Moreover, the high in bounds capture rate at Sousa suggests that its underenrollment is partly a function of a decline in the local student population—not a function of its programming. And Sousa’s enrollment is inevitably adversely affected by the uncontrolled opening of new charter schools nearby. (Just this calendar year alone, for instance, thousands of new charter seats in Ward 7 have been approved, without any indication that the student population has grown commensurately; this huge waste of public resources takes a terrible toll on schools and communities.)

What I would like you to do with this information is this:

—If it has not already taken place, immediately communicate with Sousa and its feeders the clear plan for the school that is indicated in that DME note.

—Immediately communicate that plan with your ward, its neighborhoods, and its citizens.

—At all stages of those meetings and communications, get feedback from the public–and use it to inform whatever plans are being made for Sousa.

—Put all that information on the DCPS Sousa website and on the My School DC site. If our city values school choice like it says it does, why is this future plan for Sousa mentioned only on the DME’s website in a footnote? The lottery opens in December. Don’t parents have a right to know about this NOW?

—Have a plan in place to ensure that children—kids!—are not ever going to any by right school with what I have seen at Sousa: glass strewn along the driveway (this has been true for at least a month where a gym window was broken); trash strewn along the back side of the building; no attractive play areas; and unused garden boxes (the ones at Sousa are filled with weeds).

—If optimizing unused school space is a priority for DCPS and/or Ward 7, communicate that immediately to all communities affected and get feedback on it with regard to Sousa.
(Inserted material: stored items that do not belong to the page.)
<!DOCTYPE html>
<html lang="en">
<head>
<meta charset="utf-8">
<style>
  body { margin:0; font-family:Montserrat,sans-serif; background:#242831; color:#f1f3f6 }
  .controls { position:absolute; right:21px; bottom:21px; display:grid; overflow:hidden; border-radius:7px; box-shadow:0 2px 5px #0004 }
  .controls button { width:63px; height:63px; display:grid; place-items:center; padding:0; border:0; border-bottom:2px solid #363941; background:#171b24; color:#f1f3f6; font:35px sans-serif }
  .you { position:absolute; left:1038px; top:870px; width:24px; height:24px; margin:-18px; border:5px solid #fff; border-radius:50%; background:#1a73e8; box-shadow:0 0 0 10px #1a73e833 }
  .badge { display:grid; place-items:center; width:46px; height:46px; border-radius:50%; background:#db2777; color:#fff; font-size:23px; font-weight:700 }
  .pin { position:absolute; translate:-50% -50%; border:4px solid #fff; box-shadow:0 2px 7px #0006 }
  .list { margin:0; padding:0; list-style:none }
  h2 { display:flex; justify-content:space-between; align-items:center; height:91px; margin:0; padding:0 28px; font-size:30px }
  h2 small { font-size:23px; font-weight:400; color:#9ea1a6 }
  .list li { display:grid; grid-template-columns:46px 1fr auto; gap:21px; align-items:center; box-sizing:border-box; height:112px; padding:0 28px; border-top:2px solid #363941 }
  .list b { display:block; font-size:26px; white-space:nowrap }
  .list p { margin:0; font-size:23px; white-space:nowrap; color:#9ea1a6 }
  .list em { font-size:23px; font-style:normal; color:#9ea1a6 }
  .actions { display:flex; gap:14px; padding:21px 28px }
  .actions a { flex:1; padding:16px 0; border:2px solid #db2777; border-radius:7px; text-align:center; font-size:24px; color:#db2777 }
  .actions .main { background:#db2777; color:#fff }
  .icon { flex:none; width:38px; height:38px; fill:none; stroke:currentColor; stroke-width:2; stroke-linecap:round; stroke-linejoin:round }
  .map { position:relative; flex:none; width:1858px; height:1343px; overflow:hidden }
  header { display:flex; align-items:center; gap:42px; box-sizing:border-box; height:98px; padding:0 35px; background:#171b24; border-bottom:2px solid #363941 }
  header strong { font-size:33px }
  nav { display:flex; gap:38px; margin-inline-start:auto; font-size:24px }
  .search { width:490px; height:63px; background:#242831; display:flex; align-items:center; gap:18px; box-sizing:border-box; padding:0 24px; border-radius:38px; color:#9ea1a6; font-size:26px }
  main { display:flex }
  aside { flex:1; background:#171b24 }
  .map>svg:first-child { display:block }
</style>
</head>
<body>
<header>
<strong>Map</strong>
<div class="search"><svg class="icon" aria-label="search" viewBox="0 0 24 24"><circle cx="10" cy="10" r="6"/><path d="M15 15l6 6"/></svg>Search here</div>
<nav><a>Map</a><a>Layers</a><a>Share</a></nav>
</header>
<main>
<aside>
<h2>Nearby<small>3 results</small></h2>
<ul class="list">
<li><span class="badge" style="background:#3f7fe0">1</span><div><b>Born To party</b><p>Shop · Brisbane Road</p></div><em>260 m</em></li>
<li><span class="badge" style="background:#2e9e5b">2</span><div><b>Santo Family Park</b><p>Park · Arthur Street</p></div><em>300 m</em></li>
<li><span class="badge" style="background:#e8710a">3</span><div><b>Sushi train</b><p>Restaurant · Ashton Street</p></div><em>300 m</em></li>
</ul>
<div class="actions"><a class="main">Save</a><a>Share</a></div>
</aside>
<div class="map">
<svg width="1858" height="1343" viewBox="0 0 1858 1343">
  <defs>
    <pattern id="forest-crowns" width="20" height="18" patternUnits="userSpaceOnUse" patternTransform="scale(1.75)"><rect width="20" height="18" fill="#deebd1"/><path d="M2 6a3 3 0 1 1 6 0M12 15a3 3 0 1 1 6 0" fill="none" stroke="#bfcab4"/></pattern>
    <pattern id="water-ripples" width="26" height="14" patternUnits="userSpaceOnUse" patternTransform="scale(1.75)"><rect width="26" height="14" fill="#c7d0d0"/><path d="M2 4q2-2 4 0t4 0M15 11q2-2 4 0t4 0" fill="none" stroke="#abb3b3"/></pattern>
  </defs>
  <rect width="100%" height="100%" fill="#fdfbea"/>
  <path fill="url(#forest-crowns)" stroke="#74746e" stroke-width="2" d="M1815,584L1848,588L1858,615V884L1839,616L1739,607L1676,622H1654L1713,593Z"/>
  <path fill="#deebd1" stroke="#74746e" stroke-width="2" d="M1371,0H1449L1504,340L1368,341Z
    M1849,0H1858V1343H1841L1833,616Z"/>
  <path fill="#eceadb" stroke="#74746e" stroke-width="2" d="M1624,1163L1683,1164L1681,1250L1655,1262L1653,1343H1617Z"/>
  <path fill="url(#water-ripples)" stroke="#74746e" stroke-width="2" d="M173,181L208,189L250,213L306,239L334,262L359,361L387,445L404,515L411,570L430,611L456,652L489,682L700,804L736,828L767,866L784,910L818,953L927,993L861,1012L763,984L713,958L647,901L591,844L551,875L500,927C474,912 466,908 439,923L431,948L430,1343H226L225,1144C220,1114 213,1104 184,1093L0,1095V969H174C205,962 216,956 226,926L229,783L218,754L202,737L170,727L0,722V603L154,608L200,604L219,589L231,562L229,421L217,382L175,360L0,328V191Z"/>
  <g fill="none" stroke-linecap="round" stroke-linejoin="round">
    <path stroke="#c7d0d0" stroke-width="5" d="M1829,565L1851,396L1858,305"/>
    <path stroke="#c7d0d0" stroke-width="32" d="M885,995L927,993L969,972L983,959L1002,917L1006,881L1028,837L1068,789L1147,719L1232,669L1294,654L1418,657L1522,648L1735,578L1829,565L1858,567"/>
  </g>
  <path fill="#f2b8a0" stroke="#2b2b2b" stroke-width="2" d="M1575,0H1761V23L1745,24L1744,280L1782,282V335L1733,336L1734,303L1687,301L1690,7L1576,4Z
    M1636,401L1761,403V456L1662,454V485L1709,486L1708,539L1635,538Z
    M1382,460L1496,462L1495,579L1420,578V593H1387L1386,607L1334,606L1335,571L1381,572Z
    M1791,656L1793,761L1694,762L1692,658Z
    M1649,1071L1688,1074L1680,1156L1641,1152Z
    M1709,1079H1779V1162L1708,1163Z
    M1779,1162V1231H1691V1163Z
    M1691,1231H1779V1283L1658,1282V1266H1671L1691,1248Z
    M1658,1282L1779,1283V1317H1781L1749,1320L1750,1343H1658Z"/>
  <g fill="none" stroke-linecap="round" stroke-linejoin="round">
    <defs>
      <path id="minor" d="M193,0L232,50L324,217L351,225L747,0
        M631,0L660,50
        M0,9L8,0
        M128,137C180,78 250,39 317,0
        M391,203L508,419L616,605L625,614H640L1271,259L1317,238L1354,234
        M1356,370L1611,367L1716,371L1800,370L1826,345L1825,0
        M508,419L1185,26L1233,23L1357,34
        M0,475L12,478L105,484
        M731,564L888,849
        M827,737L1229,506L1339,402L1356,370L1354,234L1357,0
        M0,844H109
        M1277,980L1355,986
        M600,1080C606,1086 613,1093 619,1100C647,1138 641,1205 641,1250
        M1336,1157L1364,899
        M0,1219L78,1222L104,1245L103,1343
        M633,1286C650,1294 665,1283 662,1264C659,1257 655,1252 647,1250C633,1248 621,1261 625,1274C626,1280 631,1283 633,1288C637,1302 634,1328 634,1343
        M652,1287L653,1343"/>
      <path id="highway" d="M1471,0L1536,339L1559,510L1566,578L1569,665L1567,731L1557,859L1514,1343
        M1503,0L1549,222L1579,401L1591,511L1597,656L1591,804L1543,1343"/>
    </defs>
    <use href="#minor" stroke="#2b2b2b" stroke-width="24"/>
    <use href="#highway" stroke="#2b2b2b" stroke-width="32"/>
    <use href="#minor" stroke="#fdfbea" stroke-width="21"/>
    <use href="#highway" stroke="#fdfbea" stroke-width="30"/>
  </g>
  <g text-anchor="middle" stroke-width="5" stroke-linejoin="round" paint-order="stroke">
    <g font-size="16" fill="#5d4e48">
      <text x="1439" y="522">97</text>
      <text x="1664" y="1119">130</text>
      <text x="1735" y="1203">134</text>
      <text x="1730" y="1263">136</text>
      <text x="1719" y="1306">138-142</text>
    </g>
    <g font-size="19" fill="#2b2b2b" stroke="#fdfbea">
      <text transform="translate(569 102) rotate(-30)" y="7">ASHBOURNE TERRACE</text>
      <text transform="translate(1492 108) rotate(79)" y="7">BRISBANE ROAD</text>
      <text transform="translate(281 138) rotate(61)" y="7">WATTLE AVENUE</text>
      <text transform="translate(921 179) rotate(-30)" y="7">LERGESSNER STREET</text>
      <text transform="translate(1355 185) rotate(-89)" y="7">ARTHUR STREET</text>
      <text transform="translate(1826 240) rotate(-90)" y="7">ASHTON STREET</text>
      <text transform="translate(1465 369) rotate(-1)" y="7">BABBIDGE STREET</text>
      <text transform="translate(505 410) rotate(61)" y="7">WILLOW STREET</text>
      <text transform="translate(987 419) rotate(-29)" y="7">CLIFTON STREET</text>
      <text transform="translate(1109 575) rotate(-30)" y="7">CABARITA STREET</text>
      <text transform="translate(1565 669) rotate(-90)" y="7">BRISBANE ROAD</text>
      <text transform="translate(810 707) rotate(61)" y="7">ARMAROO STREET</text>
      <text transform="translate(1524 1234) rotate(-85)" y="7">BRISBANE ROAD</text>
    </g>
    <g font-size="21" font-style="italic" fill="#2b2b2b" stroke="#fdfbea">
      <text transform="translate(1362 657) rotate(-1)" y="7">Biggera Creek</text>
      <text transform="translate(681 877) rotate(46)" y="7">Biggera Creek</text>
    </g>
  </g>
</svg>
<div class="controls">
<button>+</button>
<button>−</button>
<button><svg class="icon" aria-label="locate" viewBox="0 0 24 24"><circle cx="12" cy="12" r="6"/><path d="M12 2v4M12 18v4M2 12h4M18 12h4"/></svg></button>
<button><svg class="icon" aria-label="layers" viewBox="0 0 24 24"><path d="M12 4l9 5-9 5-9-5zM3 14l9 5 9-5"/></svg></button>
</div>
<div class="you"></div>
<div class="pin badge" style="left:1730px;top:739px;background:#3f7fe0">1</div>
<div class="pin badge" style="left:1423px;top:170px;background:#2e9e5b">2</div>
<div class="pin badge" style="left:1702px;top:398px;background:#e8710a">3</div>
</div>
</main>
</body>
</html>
Having seen the Ward 7 community rally around re-opening the closed Winston and Fletcher-Johnson DCPS schools, I can assure you that there are lots of people right now in Ward 7 who have very good ideas about how to use public space there–and, amazingly, none involve charter schools! I have copied some of them here on this email.

Thank you for your efforts, and please do not hesitate to contact me should you have any questions.


Valerie Jablow

First picture: Doorway to field behind Sousa Middle School. Taken September 30, 2017.


Second picture: Abandoned cafeteria, Sousa Middle School. What appears to be a pool of standing water can be seen by the door; in the foreground, another pool of liquid appears to have dried up. I have seen such pools of liquid (presumably water) on the floor of this room for more than a year. Taken September 30, 2017.